Specific pay schedules for the three types of machines vary among jurisdictions and joints, depending on factors like the whims and generosity of the casino bosses. The table below shows payouts on three such games in one of Atlantic City's posh punting palaces.

 bonus 2X bonus 3X bonus
J or over 1 J or over 1 K or over 1
2 pair 2 2 pair 1 2 pair 1
3 kind 3 3 kind 3 3 kind 3
straight 4 straight 4 straight 5
flush 5 flush 6 flush 7
full house 6 full house 9 full house 10
4 (5-k) 25 4 (5-k) 50 4 (5-k) 75
4 (2-4) 40 4 (2-4) 80 4 (2-4) 120
4 (A) 80 4 (A) 160 4 (A) 240
str flush 50 str flush 50 str flush 50
royal 800 royal 800 royal 800

 

Appearances are deceiving and coupons for all-you-can-eat buffets abound. Still, everyone knows that nothing in a casino is really free. Certainly not the extra money returned on flushes, full houses, and especially quads at multiple bonus video poker. A glance at the payout tables shows just where Peter is robbed to pay Paul. Single bonus 25-40-80 machines return 2-for-1 on two pair, while double and triple bonus games pay only 1-for-1. And while single and double bonus versions both return 1-for-1 with pairs of Jacks or better, Jacks and Queens lose on the triple bonus game and only paired Kings and Aces get 1-for-1.

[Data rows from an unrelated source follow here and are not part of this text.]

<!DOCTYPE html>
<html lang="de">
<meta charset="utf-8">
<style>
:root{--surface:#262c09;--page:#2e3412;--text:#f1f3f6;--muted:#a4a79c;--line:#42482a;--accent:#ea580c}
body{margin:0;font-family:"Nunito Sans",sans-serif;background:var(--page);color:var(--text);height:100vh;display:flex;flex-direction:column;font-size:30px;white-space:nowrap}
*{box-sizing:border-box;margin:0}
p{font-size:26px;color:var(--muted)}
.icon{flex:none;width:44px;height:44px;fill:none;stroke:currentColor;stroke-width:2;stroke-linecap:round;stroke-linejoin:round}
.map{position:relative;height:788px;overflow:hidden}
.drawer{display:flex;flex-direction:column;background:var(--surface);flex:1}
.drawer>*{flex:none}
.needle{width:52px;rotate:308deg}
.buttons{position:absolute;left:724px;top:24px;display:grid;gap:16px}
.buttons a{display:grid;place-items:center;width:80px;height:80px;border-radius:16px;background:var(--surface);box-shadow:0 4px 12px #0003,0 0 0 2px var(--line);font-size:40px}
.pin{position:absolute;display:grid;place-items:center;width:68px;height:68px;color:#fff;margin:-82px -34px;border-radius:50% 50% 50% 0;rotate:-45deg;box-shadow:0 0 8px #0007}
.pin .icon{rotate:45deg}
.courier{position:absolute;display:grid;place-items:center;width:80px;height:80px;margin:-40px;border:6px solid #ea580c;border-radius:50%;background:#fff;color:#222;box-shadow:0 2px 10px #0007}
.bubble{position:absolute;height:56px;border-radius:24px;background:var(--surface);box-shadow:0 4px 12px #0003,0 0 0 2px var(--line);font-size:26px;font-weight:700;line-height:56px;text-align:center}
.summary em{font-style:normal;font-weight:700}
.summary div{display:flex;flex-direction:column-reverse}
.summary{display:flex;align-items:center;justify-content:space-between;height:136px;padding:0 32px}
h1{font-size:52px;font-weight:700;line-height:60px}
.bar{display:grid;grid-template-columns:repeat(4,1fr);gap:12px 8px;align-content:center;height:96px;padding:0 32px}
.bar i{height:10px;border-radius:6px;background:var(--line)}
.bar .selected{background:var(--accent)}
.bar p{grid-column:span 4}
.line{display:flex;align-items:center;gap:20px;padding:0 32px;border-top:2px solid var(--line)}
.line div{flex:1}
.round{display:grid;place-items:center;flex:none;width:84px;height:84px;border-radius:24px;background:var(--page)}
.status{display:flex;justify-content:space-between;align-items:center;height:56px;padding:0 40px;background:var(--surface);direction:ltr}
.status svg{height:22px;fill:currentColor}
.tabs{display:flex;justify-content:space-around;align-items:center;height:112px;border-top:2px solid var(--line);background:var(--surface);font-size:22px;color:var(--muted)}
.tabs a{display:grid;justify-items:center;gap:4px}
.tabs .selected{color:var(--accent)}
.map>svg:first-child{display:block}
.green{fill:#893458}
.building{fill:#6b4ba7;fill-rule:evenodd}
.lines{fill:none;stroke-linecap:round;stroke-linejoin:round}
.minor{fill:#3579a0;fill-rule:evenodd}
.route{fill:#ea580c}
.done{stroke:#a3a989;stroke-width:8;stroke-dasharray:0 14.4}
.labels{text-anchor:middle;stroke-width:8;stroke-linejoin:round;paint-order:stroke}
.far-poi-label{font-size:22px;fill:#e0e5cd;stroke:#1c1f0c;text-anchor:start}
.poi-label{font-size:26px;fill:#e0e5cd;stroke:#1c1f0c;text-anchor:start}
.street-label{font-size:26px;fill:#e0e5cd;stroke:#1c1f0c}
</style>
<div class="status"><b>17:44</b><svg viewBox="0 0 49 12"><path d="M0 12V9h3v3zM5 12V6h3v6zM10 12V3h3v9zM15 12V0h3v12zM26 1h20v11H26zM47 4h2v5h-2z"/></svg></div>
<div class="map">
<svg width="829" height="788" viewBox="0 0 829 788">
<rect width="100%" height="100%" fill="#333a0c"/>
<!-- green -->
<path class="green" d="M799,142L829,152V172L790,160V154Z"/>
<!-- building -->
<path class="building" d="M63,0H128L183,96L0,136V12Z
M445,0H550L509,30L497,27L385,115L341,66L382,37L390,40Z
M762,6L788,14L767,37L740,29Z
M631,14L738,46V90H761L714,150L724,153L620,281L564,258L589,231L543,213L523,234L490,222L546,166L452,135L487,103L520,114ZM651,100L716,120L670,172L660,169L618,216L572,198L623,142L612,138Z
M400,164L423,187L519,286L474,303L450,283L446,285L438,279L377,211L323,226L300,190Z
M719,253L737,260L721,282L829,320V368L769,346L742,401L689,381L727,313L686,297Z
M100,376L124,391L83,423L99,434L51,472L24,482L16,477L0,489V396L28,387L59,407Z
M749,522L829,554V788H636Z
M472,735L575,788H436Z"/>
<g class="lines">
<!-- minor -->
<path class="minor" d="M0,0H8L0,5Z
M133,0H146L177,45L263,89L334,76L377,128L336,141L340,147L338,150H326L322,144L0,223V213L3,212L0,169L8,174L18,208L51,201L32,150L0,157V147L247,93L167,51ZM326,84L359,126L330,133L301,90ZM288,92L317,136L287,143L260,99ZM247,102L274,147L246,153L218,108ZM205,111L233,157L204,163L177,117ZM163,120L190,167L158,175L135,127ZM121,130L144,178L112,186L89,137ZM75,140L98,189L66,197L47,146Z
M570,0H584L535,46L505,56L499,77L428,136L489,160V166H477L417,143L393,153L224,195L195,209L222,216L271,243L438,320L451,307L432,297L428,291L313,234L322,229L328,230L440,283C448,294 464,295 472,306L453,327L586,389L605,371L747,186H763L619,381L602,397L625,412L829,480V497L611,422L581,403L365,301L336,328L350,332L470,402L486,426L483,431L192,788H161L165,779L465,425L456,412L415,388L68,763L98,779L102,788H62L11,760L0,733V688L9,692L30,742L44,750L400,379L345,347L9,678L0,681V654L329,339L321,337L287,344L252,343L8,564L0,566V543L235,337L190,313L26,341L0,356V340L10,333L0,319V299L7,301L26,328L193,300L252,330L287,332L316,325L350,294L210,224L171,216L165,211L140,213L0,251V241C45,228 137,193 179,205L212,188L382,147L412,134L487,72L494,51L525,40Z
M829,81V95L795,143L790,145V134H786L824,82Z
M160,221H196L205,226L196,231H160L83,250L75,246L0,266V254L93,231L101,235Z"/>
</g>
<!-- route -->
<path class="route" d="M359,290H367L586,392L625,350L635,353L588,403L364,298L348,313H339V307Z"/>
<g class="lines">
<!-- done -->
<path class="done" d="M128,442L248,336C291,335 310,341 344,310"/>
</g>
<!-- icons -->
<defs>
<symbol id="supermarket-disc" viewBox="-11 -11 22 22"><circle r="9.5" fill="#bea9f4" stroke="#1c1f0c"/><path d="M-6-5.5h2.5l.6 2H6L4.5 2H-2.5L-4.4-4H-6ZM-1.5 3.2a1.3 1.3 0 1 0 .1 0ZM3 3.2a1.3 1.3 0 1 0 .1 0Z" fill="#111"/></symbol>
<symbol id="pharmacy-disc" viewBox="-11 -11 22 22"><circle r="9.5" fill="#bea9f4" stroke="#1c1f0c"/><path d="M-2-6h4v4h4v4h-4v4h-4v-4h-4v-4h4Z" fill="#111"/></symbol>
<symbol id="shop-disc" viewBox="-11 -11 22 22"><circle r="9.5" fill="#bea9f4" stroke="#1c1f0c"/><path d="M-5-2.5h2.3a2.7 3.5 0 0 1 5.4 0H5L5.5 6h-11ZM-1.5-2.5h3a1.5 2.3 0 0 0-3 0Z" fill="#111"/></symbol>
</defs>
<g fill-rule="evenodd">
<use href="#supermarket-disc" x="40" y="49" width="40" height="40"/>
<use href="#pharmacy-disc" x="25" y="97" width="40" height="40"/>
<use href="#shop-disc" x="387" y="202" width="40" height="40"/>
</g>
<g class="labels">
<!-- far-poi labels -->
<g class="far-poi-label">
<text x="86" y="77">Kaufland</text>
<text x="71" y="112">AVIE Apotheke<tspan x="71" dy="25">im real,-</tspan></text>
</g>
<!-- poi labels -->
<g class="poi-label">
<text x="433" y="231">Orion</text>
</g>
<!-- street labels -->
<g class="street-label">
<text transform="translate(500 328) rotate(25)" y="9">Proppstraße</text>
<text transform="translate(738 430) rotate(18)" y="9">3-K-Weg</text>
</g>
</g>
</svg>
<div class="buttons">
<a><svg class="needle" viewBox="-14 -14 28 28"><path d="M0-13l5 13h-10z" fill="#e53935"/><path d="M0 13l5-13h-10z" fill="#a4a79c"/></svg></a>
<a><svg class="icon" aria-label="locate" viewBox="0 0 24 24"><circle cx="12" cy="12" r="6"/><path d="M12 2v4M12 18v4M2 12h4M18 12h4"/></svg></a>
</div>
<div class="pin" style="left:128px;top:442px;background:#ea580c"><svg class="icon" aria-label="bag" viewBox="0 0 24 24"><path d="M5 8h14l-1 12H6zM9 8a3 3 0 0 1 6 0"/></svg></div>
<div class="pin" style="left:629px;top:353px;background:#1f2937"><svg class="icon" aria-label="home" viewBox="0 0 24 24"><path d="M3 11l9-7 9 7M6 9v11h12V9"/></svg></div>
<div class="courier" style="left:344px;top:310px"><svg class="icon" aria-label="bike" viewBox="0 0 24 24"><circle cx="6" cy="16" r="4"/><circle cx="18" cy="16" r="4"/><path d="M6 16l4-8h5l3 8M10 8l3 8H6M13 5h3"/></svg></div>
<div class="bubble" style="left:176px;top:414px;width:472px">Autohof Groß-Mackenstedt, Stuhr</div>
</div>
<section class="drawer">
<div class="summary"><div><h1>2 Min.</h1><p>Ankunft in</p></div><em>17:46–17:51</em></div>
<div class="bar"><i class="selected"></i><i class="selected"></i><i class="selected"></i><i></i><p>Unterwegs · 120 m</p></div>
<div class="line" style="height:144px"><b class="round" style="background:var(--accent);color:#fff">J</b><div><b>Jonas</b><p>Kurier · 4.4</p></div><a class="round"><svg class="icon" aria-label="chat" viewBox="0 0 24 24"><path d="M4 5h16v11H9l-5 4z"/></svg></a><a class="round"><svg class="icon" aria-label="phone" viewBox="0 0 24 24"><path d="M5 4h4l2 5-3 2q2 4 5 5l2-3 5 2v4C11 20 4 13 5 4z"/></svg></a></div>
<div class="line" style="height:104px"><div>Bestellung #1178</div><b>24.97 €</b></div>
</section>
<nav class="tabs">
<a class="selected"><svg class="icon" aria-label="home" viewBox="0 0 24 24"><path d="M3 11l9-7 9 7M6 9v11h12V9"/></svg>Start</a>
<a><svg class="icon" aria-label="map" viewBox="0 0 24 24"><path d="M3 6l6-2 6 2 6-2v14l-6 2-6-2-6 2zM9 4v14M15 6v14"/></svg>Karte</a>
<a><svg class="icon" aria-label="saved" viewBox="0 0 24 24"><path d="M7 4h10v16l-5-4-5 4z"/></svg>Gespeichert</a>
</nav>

The usual way to compare slot machines involves "payback percentage." This is the fraction of all money wagered that's returned to players. With the indicated returns, the paybacks are 96.77 percent for single bonus, 97.23 percent for double bonus, and 95.33 percent for triple bonus. Players get the most back on these double bonus games, less on single, and least on triple.

Payback percentage isn't readily apparent from round to round. And small payback differences seem more important to the Nikolai Ivanovich Lobachevskiis than the video poker buffs of the world.

A more intuitive way to compare machines involves the tendency for most solid citizens to go for the gold and not quit 'til they get it or their money runs out. This means they want as long a session and as many tries at a big score as their stakes can buy.

This is the gambler's survival criterion. And it highlights the cost of shaving the low end to boost the high. Say a bunch of bettors start with $250 and never hit more than a full house. Betting five quarters, an average of 85 percent will survive at least 1,070 rounds on single bonus, 710 rounds on double bonus, and 500 rounds on triple bonus. Betting five dollars, longevity drops to 192, 130, and 95 rounds on the respective machines.

Of players who aim higher, the many who miss therefore finance the few who succeed. Does this imply you should avoid games with bonus payouts? Or that if your bankroll is $250, you have to play the quarter and not the dollar machines? Not necessarily. It's a matter of your personal preferences and proclivities.

For instance, since you're playing video poker, it stands to reason you'd quit after winning 800-for-1 on a royal with five coins -- since this is the most you can hit on one round. If you won't also walk when you grab 50-for-1 for a rare straight flush, you may favor games featuring 240-for-1 or 160-for-1 on four aces. Conversely, if you know you'll sneak over to the cash or credit card terminal for extra money after your initial stake is depleted, maybe you should look for games where you can last the longest on whatever made sense before you left home. The muse of the machines, Sumner A Ingmark, said it like this:

Gamblers adopting the wisest perspectives,
Start off by setting the clearest objectives.